Da’wah harus didahului dengan
ilmu, karena siapa yang berda’wah tanpa ilmu maka ia akan lebih banyak merusak
daripada memperbaiki. Oleh karena itu, sebelum berda’wah seorang da’i harus
memiliki ilmu yang mapan. Dan tidaklah seseorang itu berkata tanpa didasari
oleh ilmu, melainkan dia telah menggunakan ra’yunya dan nafs (perasaan)nya
didalam berda’wah. Allah Subhanahu
wa Ta’ala berfirman:
Artinya: ”Dan janganlah kamu
mengikuti apa yang kamu tidak mempunyai pengetahuan tentangnya. Sesungguhnya
pendengaran, penglihatan dan hati, semuanya itu akan diminta pertanggungan
jawabnya.” (QS. al-Israa’ 17:36)
Ayat diatas menjelaskan bahwa:
- Dilarang menetapkan sesuatu, baik dengan perkataan atau perbuatan tanpa ilmu.

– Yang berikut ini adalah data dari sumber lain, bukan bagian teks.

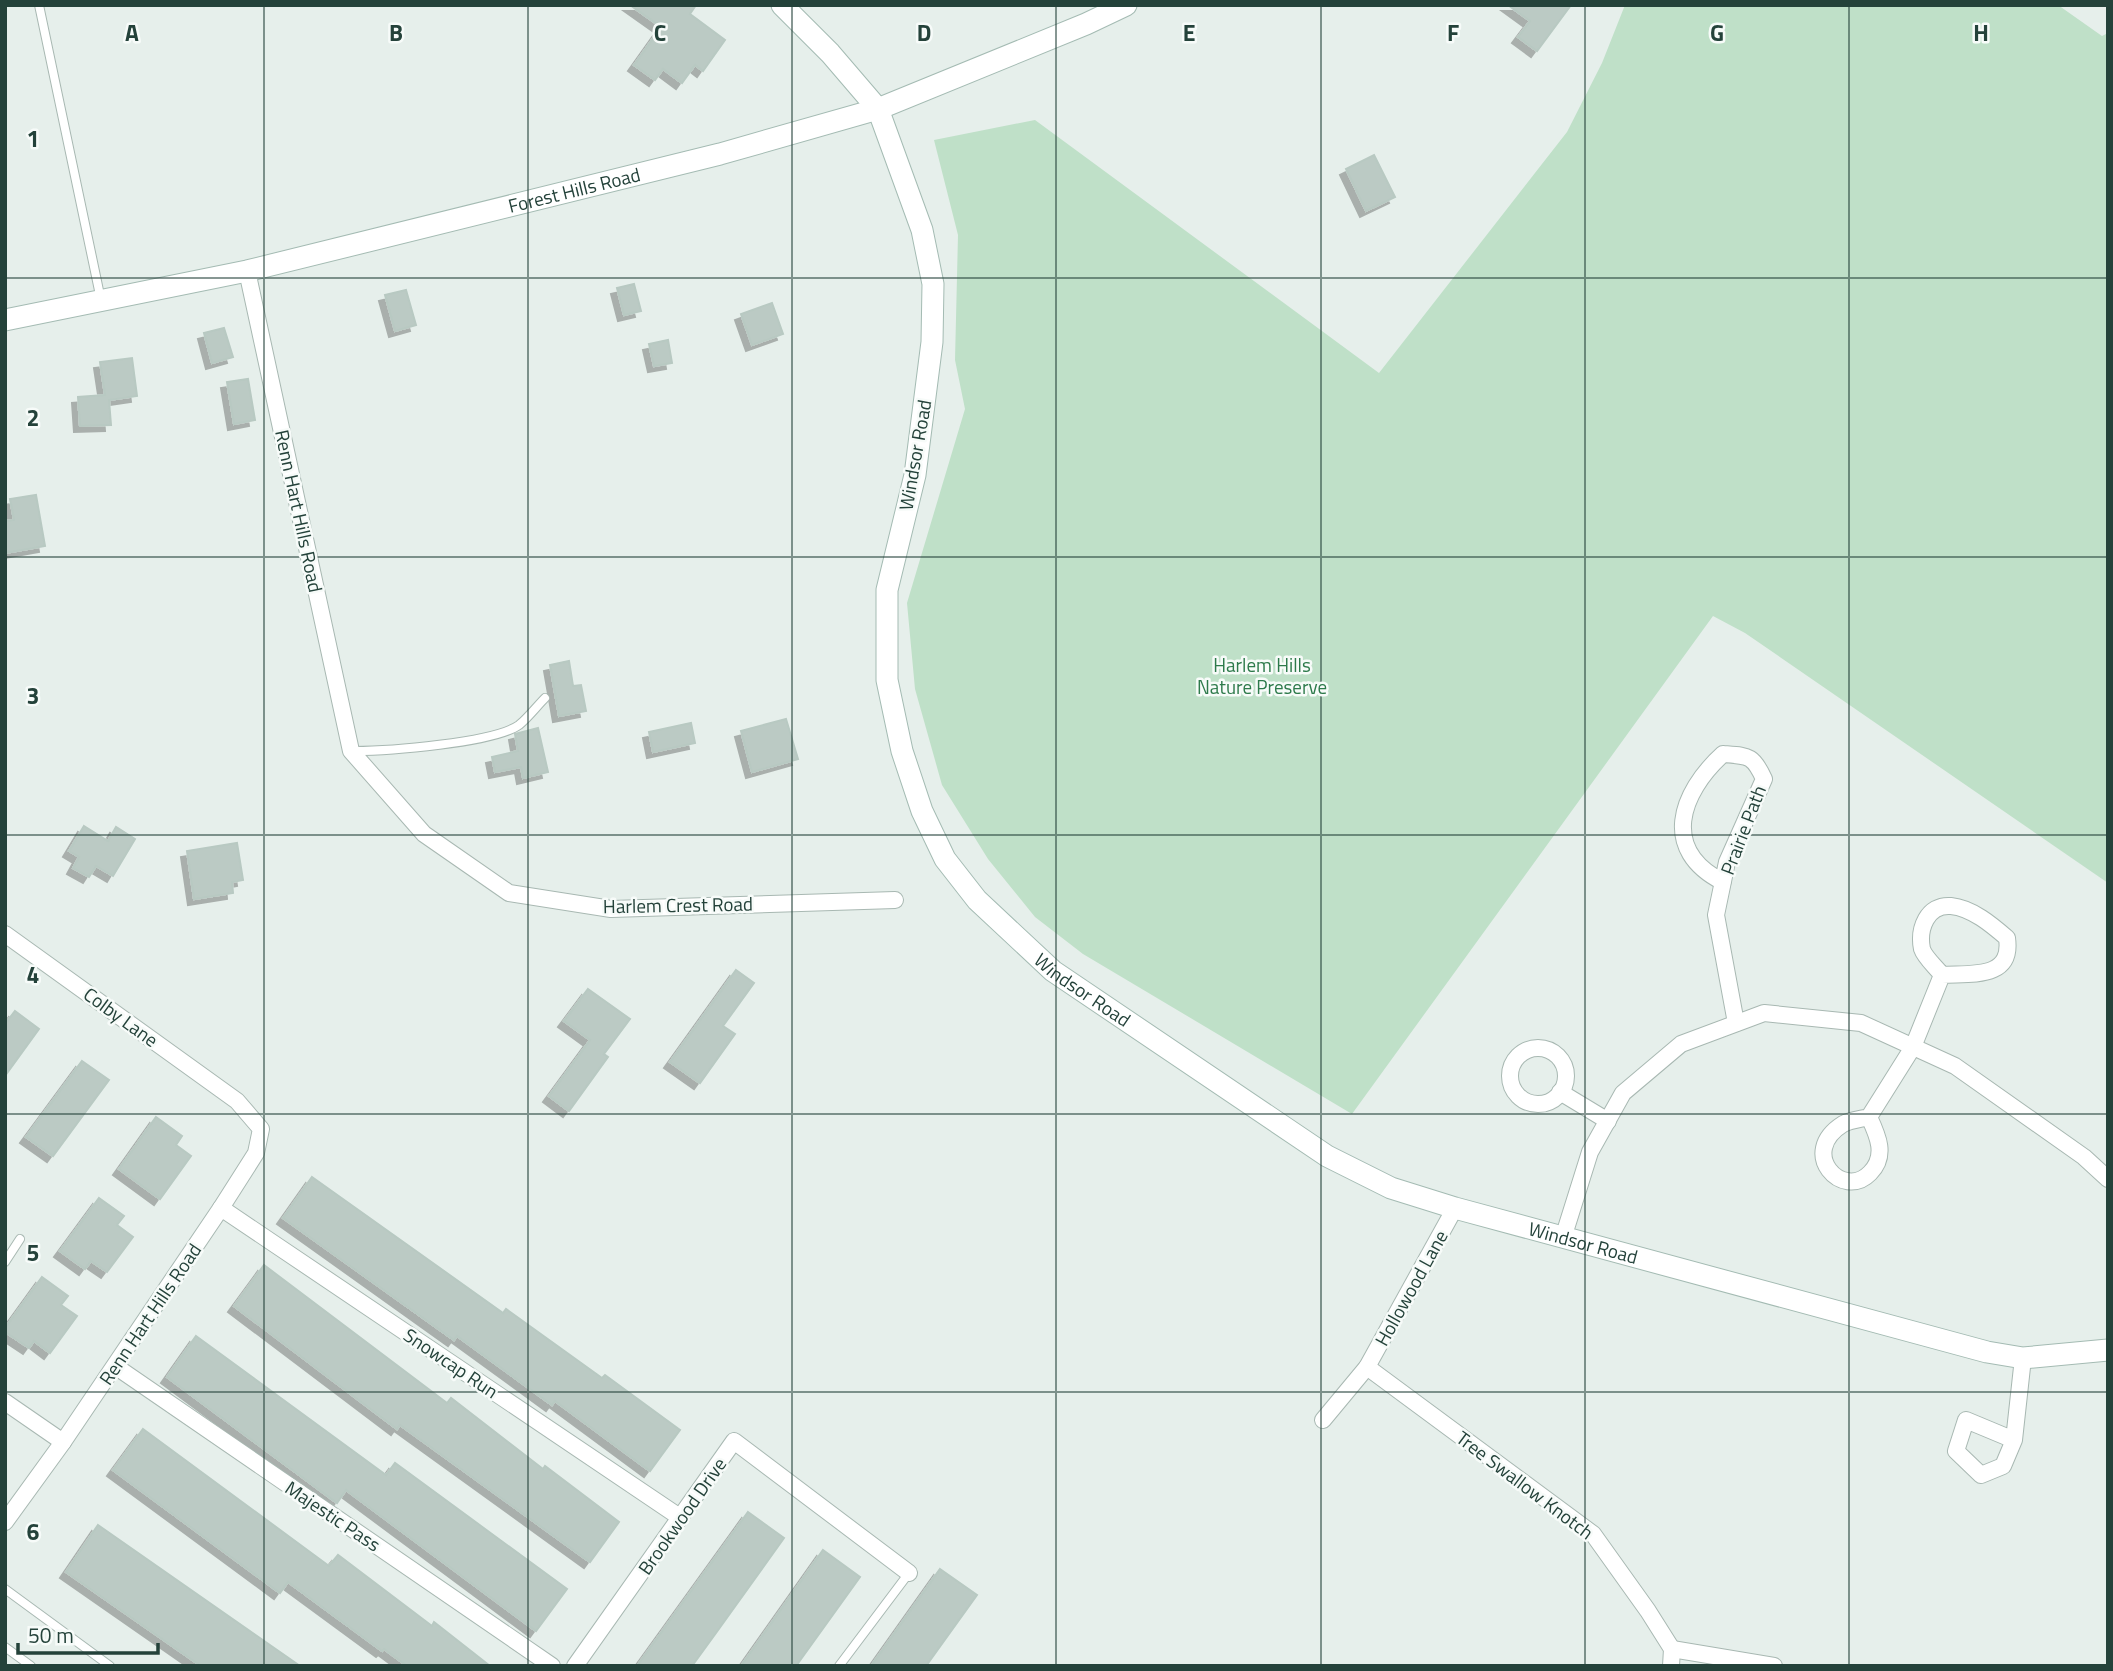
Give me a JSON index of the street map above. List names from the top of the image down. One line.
{"streets":{"street":["Forest Hills Road","Windsor Road","Renn Hart Hills Road","Prairie Path","Harlem Crest Road","Colby Lane","Hollowood Lane","Snowcap Run","Tree Swallow Knotch","Majestic Pass","Brookwood Drive"]},"crossings":[["Forest Hills Road","Windsor Road"],["Forest Hills Road","Renn Hart Hills Road"],["Windsor Road","Hollowood Lane"],["Renn Hart Hills Road","Harlem Crest Road"],["Renn Hart Hills Road","Colby Lane"],["Renn Hart Hills Road","Snowcap Run"],["Renn Hart Hills Road","Majestic Pass"],["Hollowood Lane","Tree Swallow Knotch"],["Snowcap Run","Brookwood Drive"]],"parks":["Harlem Hills Nature Preserve"],"scale_bar":"50 m","grid":{"columns":["A","B","C","D","E","F","G","H"],"rows":["1","2","3","4","5","6"]}}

- Ilmu harus didahulukan sebelum berkata dan berbuat.
- Islam mendasari segala sesuatunya dengan ilmu.
Seperti yang telah
diketahui, bahwa pada zaman sekarang ini telah banyak bermunculan para khutoba’
dan semakin sedikitnya ahli ilmu. Dan yang paling banyak adalah khutobaa’ yang
mengeluarkan fatwa dan jawaban yang sesat dan menyesatkan. Rasulullah Shallallahu ’Alaihi wa Sallam pernah mengabarkan tentang hal ini:
Artinya:
”Sesungguhnya kamu pada hari ini berada pada zaman dimana banyak sekali
ulamanya dan sedikit sekali khutobaa’nya, barang siapa yang meninggalkan
sepersepuluh dari apa yang telah ia ketahui (dari urusan agamanya) maka
sesungguhnya ia telah mengikuti hawa nafsu. Dan akan datang nanti suatu zaman
dimana banyak sekali khutobaa’nya dan sedikit sekali ulamanya, barang siapa
yang berpegang dengan sepersepuluh dari apa yang telah ia ketahui (dari urusan
agamanya), maka sesungguhnya ia telah selamat.”[1]
Seorang yang berbicara
tanpa ilmu, maka sesungguhnya dia telah sesat dan menyesatkan orang lain. Dan
apabila seseorang yang tidak memiliki ilmu kemudian memberi fatwa kepada orang
lain, maka dia berdosa dan dia juga akan menanggung dosa orang yang diberi
fatwa, sebagaimana sabda Rasulullah Shallallahu ’Alaihi wa Sallam:
Artinya:
”Barangsiapa yang berfatwa (dalam lafadz yang lain: Barang siapa yang diberi
fatwa) tanpa ilmu, maka dosanya ditanggung oleh orang yang memberi fatwa
kepadanya. Dan barangsiapa yang mengisyaratkan (menunjuki) kepada saudaranya
tentang sesuatu urusan, padahal dia tahu bahwa yang lebih baik selain dari yang
dia tunjuki, maka sesungguhnya dia telah mengkhianatinya.”[2]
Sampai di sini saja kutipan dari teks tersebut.